Current State-of-the-Art: Intracranial Aneurysm

Summary

The refinement of aneurysm surgery requires a combination of equipment, technique, and training. Complex aneurysms are occurring more frequently, and hands-free surgical microscope adjustment is a necessity. Read about intraoperative imaging/visualization, combination techniques, surface-modified coils, and other new tools and techniques.

  • ischemia
  • interventional techniques & devices

“Intracranial aneurysm surgery is in a substantial process of evolution,” stated Arthur L. Day, MD, Brigham and Women's Hospital, Boston, MA. Dr. Day spoke of a new era in aneurysm surgery that requires what he referred to as ‘finesse”—the refinement and delicacy of performance, execution, or artisanship. “We are past the days when just putting a clip across the vessel was good enough,” he said. “Total recovery and perfection in result are now expected from such surgery.”

The refinement of aneurysm surgery requires a combination of equipment, technique, and training.

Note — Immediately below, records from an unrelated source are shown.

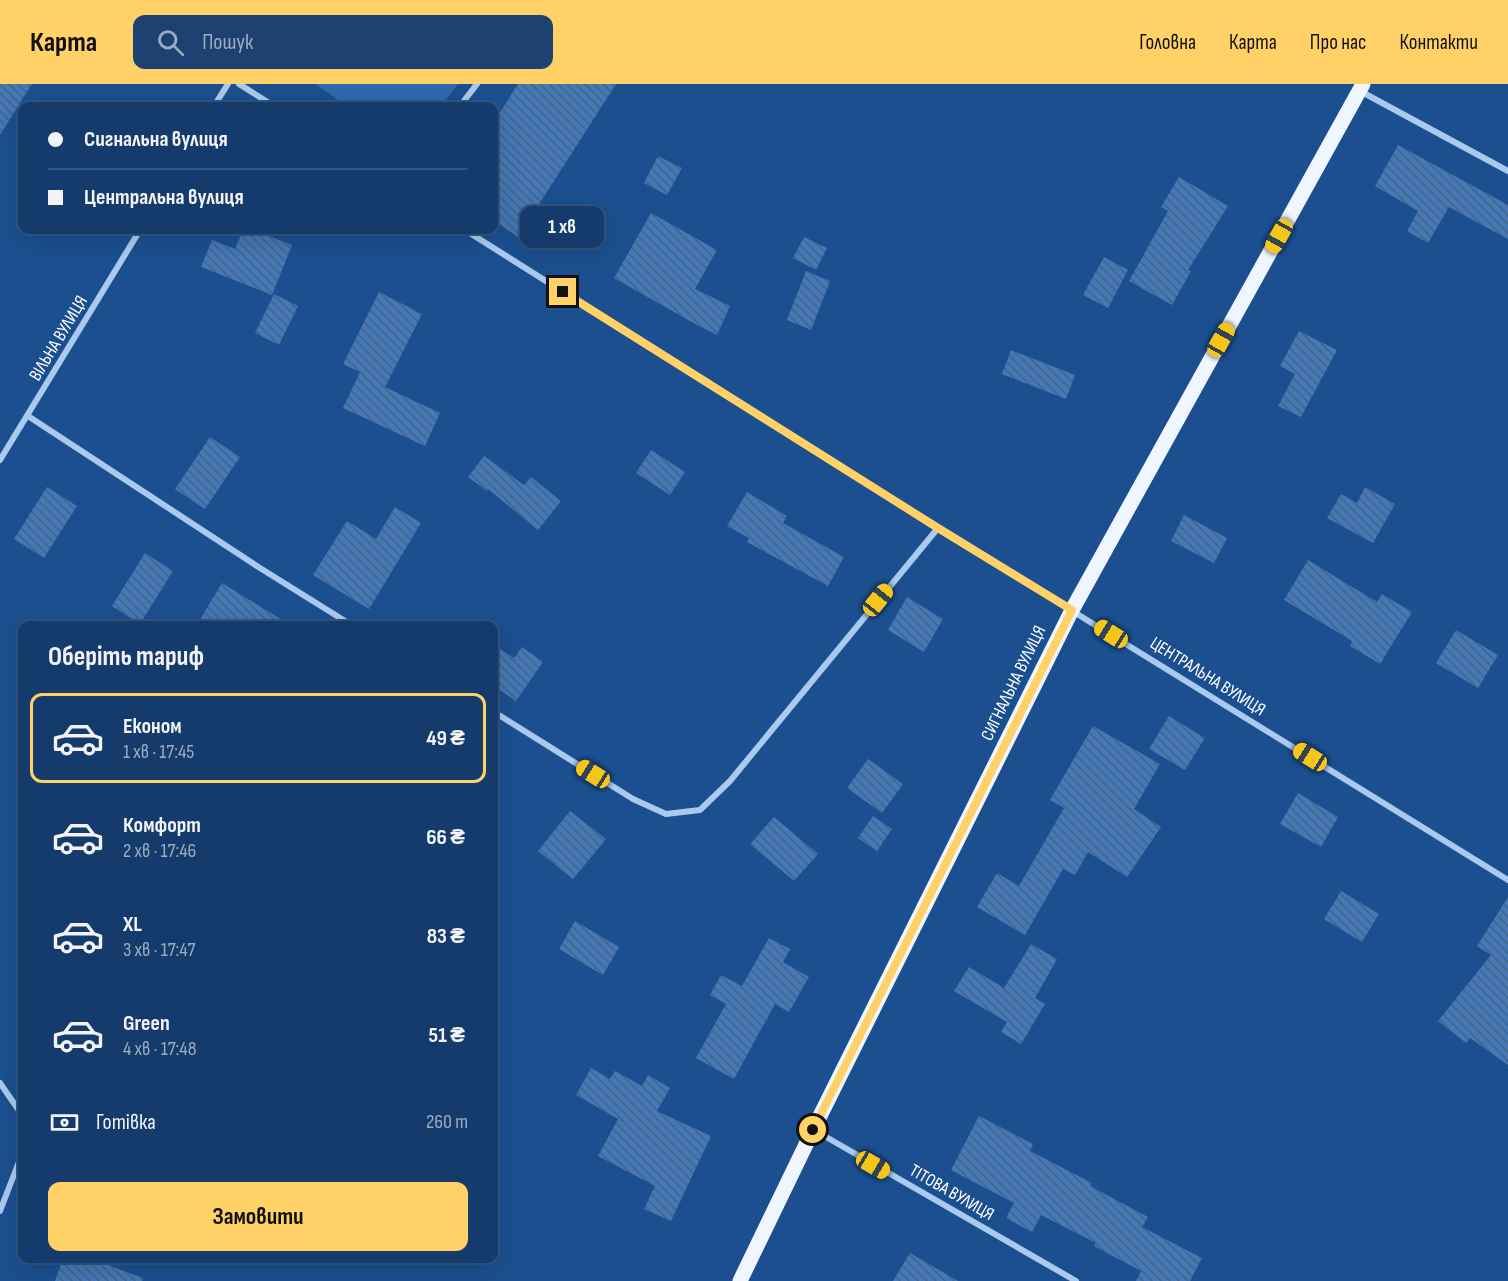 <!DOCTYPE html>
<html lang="uk">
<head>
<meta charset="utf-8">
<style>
  :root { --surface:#143b6b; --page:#1d4271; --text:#f1f3f6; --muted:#9dadc1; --line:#33557e; --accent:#ffd166 }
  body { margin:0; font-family:"Sofia Sans Condensed",sans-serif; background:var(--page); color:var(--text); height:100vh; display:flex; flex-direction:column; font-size:22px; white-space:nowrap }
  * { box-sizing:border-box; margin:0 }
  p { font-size:20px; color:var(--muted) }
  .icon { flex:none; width:33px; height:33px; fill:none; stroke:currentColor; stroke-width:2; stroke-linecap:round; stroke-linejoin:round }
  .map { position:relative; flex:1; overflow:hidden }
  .side { position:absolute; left:18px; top:537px; width:480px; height:642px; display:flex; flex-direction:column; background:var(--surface); border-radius:12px; box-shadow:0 6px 24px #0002,0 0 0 2px var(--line) }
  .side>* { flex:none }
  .top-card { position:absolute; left:18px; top:18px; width:480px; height:132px; border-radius:12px; box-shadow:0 6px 24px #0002,0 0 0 2px var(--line); display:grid; align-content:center; height:132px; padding:0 30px; background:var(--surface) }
  .end { position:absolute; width:27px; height:27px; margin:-14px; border:8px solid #ffd166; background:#111; box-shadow:0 0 0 3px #111 }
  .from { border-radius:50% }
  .bubble { position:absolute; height:42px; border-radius:12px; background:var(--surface); box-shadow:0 6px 24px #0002,0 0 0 2px var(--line); font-size:20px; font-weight:700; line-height:42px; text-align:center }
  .car { position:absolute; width:18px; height:36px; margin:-18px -9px; border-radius:8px; box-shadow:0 0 4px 2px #0007; background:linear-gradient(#f5c518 24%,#345 0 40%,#f5c518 0 76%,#345 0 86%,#f5c518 0) }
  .top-card b { display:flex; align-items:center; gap:21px; height:57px; font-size:22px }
  .top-card b+b { border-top:2px solid var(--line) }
  .top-card i { width:15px; height:15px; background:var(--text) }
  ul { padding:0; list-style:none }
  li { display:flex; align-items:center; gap:18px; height:90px; margin:0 12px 9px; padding:0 18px; border:3px solid transparent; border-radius:12px }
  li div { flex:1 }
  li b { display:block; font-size:22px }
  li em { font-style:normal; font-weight:700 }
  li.active { border-color:var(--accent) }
  li>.icon { width:54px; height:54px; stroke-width:1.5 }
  h2 { padding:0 30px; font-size:27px; line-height:72px }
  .pay { display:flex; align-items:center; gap:15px; height:66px; padding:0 30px; font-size:22px }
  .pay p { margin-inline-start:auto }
  .primary-button { display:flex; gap:12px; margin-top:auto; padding:12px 30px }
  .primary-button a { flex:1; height:69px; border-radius:12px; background:var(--accent); color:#111; font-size:24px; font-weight:700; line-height:69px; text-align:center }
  header { display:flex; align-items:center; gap:36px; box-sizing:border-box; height:84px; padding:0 30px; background:var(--accent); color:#111 }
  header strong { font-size:28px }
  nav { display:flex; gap:33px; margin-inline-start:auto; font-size:21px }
  .search { width:420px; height:54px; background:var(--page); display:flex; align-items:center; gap:15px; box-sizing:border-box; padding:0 21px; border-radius:12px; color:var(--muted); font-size:22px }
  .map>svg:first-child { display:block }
</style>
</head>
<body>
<header>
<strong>Карта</strong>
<div class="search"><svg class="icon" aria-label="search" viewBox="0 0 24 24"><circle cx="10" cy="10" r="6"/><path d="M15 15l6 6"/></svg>Пошук</div>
<nav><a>Головна</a><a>Карта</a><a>Про нас</a><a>Контакти</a></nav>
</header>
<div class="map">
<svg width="1508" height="1197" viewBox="0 0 1508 1197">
  <defs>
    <pattern id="building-back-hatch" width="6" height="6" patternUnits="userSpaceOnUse" patternTransform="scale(1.5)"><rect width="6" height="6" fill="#4478b7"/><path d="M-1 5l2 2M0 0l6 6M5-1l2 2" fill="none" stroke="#486282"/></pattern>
  </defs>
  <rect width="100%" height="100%" fill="#1b4f8f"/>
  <polygon fill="#2e69ad" points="315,0 458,0 441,22 347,22"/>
  <g fill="url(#building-back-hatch)">
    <polygon points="0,0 32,0 0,51"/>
    <polygon points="518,0 616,0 518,153 494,137 494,38"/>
    <polygon points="1398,61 1508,121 1508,155 1449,123 1428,159 1407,147 1418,127 1375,102"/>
    <polygon points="658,72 682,84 667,111 644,99"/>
    <polygon points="1179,93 1228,122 1188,186 1191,187 1172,221 1129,197 1168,127 1161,123"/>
    <polygon points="651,129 717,166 695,205 730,222 717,251 697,241 614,194"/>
    <polygon points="243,146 253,146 292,161 272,211 201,183 212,156 235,165"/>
    <polygon points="804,153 827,164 816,186 793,174"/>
    <polygon points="1104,173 1128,186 1108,224 1083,211"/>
    <polygon points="806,187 830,197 811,246 787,236"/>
    <polygon points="379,208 422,230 385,303 440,329 425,362 343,324 360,288 343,280"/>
    <polygon points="274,210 298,222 279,261 255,249"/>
    <polygon points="1299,247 1337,266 1301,333 1278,322 1295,290 1280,282"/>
    <polygon points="1011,266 1075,291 1066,315 1002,290"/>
    <polygon points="210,353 240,373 205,425 175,405"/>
    <polygon points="651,366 685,388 670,411 636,389"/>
    <polygon points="484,372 524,401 531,393 561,417 538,446 488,405 487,407 468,393"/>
    <polygon points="47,403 77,422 44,474 14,455"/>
    <polygon points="1365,403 1395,420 1373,459 1327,434 1341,410 1357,419"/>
    <polygon points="747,408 787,432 783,439 844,473 828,502 747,458 749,454 727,442"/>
    <polygon points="395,423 421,439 369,525 313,491 347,437 376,455"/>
    <polygon points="1184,431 1227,454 1214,479 1171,457"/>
    <polygon points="145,469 173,487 140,540 112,522"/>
    <polygon points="1308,476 1377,518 1382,510 1412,528 1380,580 1350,562 1352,557 1284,516"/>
    <polygon points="222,499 292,542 196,542"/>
    <polygon points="907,513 943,535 924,568 888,546"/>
    <polygon points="1456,546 1498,571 1478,604 1436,579"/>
    <polygon points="494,561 514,574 522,563 543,578 516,617 494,602"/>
    <polygon points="1169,632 1205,654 1185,686 1149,665"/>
    <polygon points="1093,642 1160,680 1134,725 1161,743 1127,793 1088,768 1075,791 1063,785 1025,851 977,823 997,789 1019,802 1064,724 1050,716"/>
    <polygon points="868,675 903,700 882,729 847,704"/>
    <polygon points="1298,709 1338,733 1321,763 1280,740"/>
    <polygon points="570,727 606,755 573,795 538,767"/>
    <polygon points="873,732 892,745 877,767 858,754"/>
    <polygon points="774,733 818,770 794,797 750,760"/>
    <polygon points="1341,807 1379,830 1362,858 1324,835"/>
    <polygon points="1508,813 1508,981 1470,954 1466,959 1438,937 1491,871 1477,862"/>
    <polygon points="575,837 619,863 603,891 559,865"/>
    <polygon points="769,854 790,865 783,878 809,893 789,928 775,920 734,995 696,974 726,920 710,911 721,891 742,902"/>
    <polygon points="1031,860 1057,875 1035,914 1045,920 1021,960 1001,948 1007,938 954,907 969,883 1004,904"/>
    <polygon points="591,984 610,995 615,987 642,1002 648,991 670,1004 657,1027 711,1052 671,1137 644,1125 655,1102 598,1072 618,1035 576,1011"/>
    <polygon points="979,1032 1033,1060 1030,1067 1092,1099 1090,1102 1148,1133 1142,1143 1202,1174 1190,1197 1136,1197 1141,1187 1094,1162 1096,1159 1041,1131 1032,1148 1006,1134 1014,1119 951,1086"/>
    <polygon points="910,1169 958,1197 893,1197"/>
    <polygon points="63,1174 89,1174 143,1194 142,1197 55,1197"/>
  </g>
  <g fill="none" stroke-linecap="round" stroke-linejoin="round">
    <g stroke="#a9c9ee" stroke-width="6">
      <polyline points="239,0 274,22"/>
      <polyline points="1360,7 1508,87"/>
      <polyline points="214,22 228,0"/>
      <polyline points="460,22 477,0"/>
      <polyline points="465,146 938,444 1508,796"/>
      <polyline points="28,332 260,484 353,542"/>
      <polyline points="0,376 140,146"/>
      <polyline points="494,628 633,715 666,730 700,726 730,697 938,444"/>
      <polyline points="0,999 22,1031"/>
      <polyline points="814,1046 1076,1197"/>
      <polyline points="0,1127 22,1070"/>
    </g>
    <polyline stroke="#f0f6ff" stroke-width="15" points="740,1197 813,1046 1072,526 1363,0"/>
  </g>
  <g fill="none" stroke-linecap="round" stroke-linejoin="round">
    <polyline stroke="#ffd166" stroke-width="8" points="563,208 938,444 1072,526 813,1046"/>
  </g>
  <g text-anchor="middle" stroke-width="5" stroke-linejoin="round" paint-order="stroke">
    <g font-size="18" fill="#fff" stroke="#1b4f8f">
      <text transform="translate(58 254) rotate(-59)" y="6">ВІЛЬНА ВУЛИЦЯ</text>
      <text transform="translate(1208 592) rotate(32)" y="6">ЦЕНТРАЛЬНА ВУЛИЦЯ</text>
      <text transform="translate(1013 599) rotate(-64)" y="6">СИГНАЛЬНА ВУЛИЦЯ</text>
      <text transform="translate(952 1108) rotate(30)" y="6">ТІТОВА ВУЛИЦЯ</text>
    </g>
  </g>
</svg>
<i class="end from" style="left:813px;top:1046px"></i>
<i class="end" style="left:563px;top:208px"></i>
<div class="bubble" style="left:520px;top:122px;width:84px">1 хв</div>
<i class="car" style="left:1279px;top:152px;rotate:209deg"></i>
<i class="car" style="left:1221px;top:256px;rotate:29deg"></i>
<i class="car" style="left:878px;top:516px;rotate:39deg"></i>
<i class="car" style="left:1111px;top:550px;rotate:302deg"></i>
<i class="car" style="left:1310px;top:673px;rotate:302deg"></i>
<i class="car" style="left:593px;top:690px;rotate:302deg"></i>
<i class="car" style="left:873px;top:1081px;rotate:120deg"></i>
<div class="top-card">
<b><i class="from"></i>Сигнальна вулиця</b>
<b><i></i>Центральна вулиця</b>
</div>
<section class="side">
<h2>Оберіть тариф</h2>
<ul>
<li class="active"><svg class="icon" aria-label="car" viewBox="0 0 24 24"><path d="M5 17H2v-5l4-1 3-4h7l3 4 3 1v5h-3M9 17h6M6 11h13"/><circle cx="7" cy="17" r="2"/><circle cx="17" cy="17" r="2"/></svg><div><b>Економ</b><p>1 хв · 17:45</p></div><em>49 ₴</em></li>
<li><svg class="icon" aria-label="car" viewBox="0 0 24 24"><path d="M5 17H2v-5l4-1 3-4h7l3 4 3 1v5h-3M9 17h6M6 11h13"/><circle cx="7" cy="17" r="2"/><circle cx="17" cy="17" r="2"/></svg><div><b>Комфорт</b><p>2 хв · 17:46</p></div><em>66 ₴</em></li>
<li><svg class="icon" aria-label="car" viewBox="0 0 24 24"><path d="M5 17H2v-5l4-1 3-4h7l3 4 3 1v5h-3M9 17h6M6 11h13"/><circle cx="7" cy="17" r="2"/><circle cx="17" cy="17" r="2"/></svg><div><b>XL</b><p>3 хв · 17:47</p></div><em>83 ₴</em></li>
<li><svg class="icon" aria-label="car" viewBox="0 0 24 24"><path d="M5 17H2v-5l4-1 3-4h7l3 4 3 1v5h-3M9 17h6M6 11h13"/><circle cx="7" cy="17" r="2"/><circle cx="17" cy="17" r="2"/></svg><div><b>Green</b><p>4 хв · 17:48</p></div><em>51 ₴</em></li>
</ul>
<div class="pay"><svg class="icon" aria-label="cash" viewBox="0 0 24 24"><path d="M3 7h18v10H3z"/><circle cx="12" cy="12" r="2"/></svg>Готівка<p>260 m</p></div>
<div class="primary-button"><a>Замовити</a></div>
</section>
</div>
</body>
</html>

Because we are now dealing with complex aneurysms more frequently, hands-free surgical microscope adjustment is a necessity. One of the largest areas of improvement has been in intraoperative imaging/visualization, which now allows us to view the lumen and branches using both traditional DSA as well as indocyanine green (ICG) dye. The rationale for using both techniques is to allow the surgeon to confirm complete exclusion of the aneurysm and the patency of the parent artery, as well as branch/perforator preservation.

A good view is key to successful surgery. Surgery on the brain is not minimally invasive, but it must be minimally disruptive to the brain, and this requires exposure that is sufficient for manipulation, visualization, brain relaxation, and vein preservation. Dr. Day prefers a skull base approach, during which extensive portions of the skull are removed to facilitate basal visualization without undue brain or cranial nerve retraction. Surgical refinements that are now being used include orbital rim or anterior clinoid removal for anterior circulation aneurysms, and an anterior subtemporal approach coupled with medial petrosectomy for low lying or complex basilar artery aneurysms.

Combination techniques increasingly are being used for difficult complex surgeries. Endovascular surgery, which is minimally invasive, may be performed before, after, or in conjunction with traditional surgery. Stenosis or vasospasm may be managed with surgery followed by endovascular treatment; surgical remodeling can improve the anatomy of an aneurysm to allow more straightforward stenting/coiling. The specific features of a patient's aneurysm and superb anatomical knowledge are critical when choosing the most appropriate approach. In theory, a particularly complex basilar apex aneurysm could be best treated with endovascular and open surgery simultaneously.

“The rapid evolution of endovascular therapy has substantially changed the landscape of our discipline,” Dr. Day concluded. He recommends that in the future, neurosurgeons have both microsurgery and endovascular training post-residency.

Endovascular surgery is a minimally invasive technique that allows the placement of intravascular balloons, stents, and coils in difficult-to-reach vessels. It is quickly replacing open surgery for treating many intracranial aneurysms. Since 1996, endovascular treatment for aneurysms has increased in his practice from 5% of cases to 66% in 2004, pointed out Michel E. Mawad, MD, Baylor College of Medicine, Houston, TX. In his exclusively endovascular practice, 75% of aneurysms are treated with either balloon protection or stent reconstruction of the parent artery. Overall mortality and morbidity are decreasing with this approach; the average complication rate is about 5% because of the development of coils that are softer and easier and faster to detach. Adding to this has been the improvement in imaging technology.

However, large aneurysms, aneurysms with wide necks, aneurysms with poor packing, and particularly those with dysplastic or atypical parent vessels remain a challenge for endovascular surgery and often are associated with a high rate (10–50%) of recanalization.

Surface-modified coils and new filling materials seem to reduce the recanalization rate in these difficult-to-treat aneurysms, while reconstruction of the parent artery in conjunction with the use of stents can successfully treat many complex and wide-neck aneurysms.

New tools and techniques, such as horizontal stenting of bifurcation aneurysms, reconstruction of dysplastic arteries, virtual stenting, and dense packing of the vessel with coils, are improving endovascular outcomes. A new neurovascular microstent, the Cordis Enterprise stent, composed of nitinol, with a closed cell design, was specifically developed for the treatment of wide-necked intracranial cerebral aneurysms. Flow diverters coupled with digital subtraction angiography (DSA) are being used in order to divert embolic material away from the arteries that carry blood to the brain.

Endovascular techniques will continue to grow in their application to the treatment of intracranial aneurysms. In the future, hybrid imaging technology and robotic enhancement of angiographic instruments will add precision and improve reproducibility. Continuous improvements in coil design—eg, enhanced coils—are making endovascular treatment safer and decreasing the recanalization rate. Parent artery reconstruction will become a major component of endovascular treatment, while new flow diverters will produce a paradigm shift from endosaccular obliteration of the aneurysm to endoluminal repair of the parent artery.